=== Begin Enclosure ===

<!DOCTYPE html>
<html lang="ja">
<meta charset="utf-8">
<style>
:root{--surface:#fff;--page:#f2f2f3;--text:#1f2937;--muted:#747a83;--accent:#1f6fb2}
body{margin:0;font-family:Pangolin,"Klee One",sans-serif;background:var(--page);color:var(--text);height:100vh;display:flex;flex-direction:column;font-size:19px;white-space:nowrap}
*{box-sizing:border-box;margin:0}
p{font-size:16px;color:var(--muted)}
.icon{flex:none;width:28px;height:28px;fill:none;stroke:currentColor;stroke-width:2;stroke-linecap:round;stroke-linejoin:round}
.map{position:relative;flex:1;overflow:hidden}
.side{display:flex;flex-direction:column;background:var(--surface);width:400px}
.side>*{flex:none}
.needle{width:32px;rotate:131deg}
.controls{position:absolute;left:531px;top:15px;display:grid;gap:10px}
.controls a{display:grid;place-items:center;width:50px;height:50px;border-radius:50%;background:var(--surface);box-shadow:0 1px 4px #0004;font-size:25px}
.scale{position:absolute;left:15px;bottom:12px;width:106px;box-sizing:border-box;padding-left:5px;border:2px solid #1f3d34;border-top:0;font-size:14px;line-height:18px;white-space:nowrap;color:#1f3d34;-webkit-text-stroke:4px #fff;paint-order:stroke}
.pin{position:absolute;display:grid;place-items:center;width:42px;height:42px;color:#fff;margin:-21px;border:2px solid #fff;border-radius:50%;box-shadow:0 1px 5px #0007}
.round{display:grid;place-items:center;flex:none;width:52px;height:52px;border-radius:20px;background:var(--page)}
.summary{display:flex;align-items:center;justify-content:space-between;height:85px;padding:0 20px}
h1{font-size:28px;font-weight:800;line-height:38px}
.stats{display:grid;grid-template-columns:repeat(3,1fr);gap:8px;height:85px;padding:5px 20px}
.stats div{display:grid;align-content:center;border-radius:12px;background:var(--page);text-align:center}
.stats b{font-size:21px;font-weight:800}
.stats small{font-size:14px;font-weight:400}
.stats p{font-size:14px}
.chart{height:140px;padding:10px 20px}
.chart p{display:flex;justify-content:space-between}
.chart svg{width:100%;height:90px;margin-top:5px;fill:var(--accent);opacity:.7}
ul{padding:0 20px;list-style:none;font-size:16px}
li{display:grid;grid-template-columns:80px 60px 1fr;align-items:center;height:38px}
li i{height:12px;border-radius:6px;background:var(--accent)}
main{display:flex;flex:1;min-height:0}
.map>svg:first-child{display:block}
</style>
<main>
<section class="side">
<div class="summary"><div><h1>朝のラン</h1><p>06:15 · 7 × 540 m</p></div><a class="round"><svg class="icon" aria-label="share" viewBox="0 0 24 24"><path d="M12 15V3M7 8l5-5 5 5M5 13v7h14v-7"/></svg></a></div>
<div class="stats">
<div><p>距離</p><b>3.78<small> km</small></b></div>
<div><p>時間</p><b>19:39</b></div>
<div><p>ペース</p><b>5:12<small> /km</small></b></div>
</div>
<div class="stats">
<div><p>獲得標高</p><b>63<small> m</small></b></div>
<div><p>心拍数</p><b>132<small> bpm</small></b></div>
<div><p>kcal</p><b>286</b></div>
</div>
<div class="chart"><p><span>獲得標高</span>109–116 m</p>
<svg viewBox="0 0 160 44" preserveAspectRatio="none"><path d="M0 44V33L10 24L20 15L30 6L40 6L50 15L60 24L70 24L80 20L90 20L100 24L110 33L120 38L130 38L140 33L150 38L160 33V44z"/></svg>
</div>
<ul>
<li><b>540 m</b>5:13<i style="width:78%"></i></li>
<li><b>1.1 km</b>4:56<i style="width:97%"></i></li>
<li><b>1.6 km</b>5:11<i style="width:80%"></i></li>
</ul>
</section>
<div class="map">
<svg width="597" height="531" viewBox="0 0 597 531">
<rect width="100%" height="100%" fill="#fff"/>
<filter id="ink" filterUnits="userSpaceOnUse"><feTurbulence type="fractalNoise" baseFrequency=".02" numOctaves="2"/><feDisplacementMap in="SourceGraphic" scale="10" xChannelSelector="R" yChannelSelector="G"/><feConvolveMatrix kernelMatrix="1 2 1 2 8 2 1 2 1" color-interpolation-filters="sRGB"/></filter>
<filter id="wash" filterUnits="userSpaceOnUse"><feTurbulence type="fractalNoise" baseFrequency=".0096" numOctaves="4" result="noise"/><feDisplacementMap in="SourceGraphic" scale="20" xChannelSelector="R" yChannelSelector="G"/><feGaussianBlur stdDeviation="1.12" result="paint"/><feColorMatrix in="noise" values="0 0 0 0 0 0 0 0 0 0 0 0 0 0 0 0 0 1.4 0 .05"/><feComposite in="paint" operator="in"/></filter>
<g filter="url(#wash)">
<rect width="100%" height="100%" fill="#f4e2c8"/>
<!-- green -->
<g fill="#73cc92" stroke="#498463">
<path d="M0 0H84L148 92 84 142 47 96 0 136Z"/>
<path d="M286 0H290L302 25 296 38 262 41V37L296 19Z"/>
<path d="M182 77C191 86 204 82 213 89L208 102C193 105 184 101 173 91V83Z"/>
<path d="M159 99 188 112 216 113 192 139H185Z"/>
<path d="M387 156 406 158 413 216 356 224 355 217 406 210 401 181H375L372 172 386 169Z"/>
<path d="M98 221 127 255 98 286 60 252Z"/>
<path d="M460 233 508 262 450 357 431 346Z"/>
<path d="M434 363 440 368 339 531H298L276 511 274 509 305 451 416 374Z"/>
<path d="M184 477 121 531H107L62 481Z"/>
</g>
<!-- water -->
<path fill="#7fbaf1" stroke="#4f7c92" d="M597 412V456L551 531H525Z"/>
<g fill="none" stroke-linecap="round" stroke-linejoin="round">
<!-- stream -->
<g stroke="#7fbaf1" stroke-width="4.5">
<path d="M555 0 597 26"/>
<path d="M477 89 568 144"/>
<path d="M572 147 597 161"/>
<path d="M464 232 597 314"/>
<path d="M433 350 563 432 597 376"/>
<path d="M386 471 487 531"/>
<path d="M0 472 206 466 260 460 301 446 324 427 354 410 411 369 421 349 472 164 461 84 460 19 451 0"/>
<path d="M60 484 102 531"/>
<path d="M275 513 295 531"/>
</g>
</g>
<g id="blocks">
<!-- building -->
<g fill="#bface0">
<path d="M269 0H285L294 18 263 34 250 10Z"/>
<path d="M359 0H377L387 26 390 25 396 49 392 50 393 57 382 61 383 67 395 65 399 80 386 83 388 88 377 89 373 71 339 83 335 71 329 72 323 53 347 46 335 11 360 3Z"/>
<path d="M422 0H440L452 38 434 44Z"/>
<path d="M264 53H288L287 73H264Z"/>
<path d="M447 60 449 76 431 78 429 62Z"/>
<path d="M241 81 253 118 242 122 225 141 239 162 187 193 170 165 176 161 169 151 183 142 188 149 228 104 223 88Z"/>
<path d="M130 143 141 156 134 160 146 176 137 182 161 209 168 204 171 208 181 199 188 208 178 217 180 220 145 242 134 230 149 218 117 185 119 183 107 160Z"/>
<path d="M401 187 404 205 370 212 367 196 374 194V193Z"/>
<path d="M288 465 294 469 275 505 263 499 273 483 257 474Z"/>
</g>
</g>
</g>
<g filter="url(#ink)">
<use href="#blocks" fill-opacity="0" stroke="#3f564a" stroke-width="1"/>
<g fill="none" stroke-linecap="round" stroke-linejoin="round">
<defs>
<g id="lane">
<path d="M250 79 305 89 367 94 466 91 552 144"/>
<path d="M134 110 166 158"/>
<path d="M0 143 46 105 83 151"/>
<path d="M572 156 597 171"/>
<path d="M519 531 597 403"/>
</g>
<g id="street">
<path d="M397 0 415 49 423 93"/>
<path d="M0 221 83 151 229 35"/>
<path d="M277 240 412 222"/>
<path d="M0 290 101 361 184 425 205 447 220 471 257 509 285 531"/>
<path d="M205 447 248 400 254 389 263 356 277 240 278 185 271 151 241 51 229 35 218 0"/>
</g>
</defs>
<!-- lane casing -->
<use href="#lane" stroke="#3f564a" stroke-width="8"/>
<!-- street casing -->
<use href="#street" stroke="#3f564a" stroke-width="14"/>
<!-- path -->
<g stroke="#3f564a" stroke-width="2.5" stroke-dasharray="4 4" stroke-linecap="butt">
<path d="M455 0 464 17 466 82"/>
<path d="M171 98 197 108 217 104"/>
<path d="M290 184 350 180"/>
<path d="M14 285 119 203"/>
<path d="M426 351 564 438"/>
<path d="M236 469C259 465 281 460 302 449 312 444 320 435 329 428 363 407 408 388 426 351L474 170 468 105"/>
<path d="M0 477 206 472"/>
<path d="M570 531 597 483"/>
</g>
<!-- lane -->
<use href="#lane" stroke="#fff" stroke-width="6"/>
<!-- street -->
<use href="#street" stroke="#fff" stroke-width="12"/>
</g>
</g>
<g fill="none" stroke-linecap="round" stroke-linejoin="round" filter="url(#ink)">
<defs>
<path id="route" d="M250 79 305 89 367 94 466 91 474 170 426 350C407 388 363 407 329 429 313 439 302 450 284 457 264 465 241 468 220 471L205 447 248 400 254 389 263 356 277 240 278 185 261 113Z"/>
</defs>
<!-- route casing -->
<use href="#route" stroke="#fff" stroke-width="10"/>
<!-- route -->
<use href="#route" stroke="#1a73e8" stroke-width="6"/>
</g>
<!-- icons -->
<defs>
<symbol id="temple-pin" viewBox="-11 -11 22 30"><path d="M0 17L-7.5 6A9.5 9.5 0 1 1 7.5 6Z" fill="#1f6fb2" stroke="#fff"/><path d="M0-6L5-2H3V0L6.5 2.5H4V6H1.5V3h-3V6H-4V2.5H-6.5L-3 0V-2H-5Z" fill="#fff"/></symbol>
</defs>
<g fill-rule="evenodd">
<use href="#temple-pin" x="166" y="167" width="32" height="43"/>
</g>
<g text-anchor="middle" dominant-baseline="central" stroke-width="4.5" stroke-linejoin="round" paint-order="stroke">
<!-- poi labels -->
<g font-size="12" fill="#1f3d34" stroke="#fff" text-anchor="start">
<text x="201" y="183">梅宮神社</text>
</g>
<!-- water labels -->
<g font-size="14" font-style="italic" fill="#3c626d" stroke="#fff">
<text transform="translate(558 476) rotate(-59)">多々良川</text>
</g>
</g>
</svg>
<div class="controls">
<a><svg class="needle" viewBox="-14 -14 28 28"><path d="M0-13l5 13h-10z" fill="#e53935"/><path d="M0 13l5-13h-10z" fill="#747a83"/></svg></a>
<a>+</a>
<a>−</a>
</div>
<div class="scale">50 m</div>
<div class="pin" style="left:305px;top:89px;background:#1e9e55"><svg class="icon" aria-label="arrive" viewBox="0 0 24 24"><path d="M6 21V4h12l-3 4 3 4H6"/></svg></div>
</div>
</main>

=== End Enclosure ===

### [TASK]
Restate, word for word and without additions, every line from the top of the listing above through the line that contains "solid #fff;border-radius:50%;box-shadow:0 1px".

### [OUTPUT FOR THIS TASK]
<!DOCTYPE html>
<html lang="ja">
<meta charset="utf-8">
<style>
:root{--surface:#fff;--page:#f2f2f3;--text:#1f2937;--muted:#747a83;--accent:#1f6fb2}
body{margin:0;font-family:Pangolin,"Klee One",sans-serif;background:var(--page);color:var(--text);height:100vh;display:flex;flex-direction:column;font-size:19px;white-space:nowrap}
*{box-sizing:border-box;margin:0}
p{font-size:16px;color:var(--muted)}
.icon{flex:none;width:28px;height:28px;fill:none;stroke:currentColor;stroke-width:2;stroke-linecap:round;stroke-linejoin:round}
.map{position:relative;flex:1;overflow:hidden}
.side{display:flex;flex-direction:column;background:var(--surface);width:400px}
.side>*{flex:none}
.needle{width:32px;rotate:131deg}
.controls{position:absolute;left:531px;top:15px;display:grid;gap:10px}
.controls a{display:grid;place-items:center;width:50px;height:50px;border-radius:50%;background:var(--surface);box-shadow:0 1px 4px #0004;font-size:25px}
.scale{position:absolute;left:15px;bottom:12px;width:106px;box-sizing:border-box;padding-left:5px;border:2px solid #1f3d34;border-top:0;font-size:14px;line-height:18px;white-space:nowrap;color:#1f3d34;-webkit-text-stroke:4px #fff;paint-order:stroke}
.pin{position:absolute;display:grid;place-items:center;width:42px;height:42px;color:#fff;margin:-21px;border:2px solid #fff;border-radius:50%;box-shadow:0 1px 5px #0007}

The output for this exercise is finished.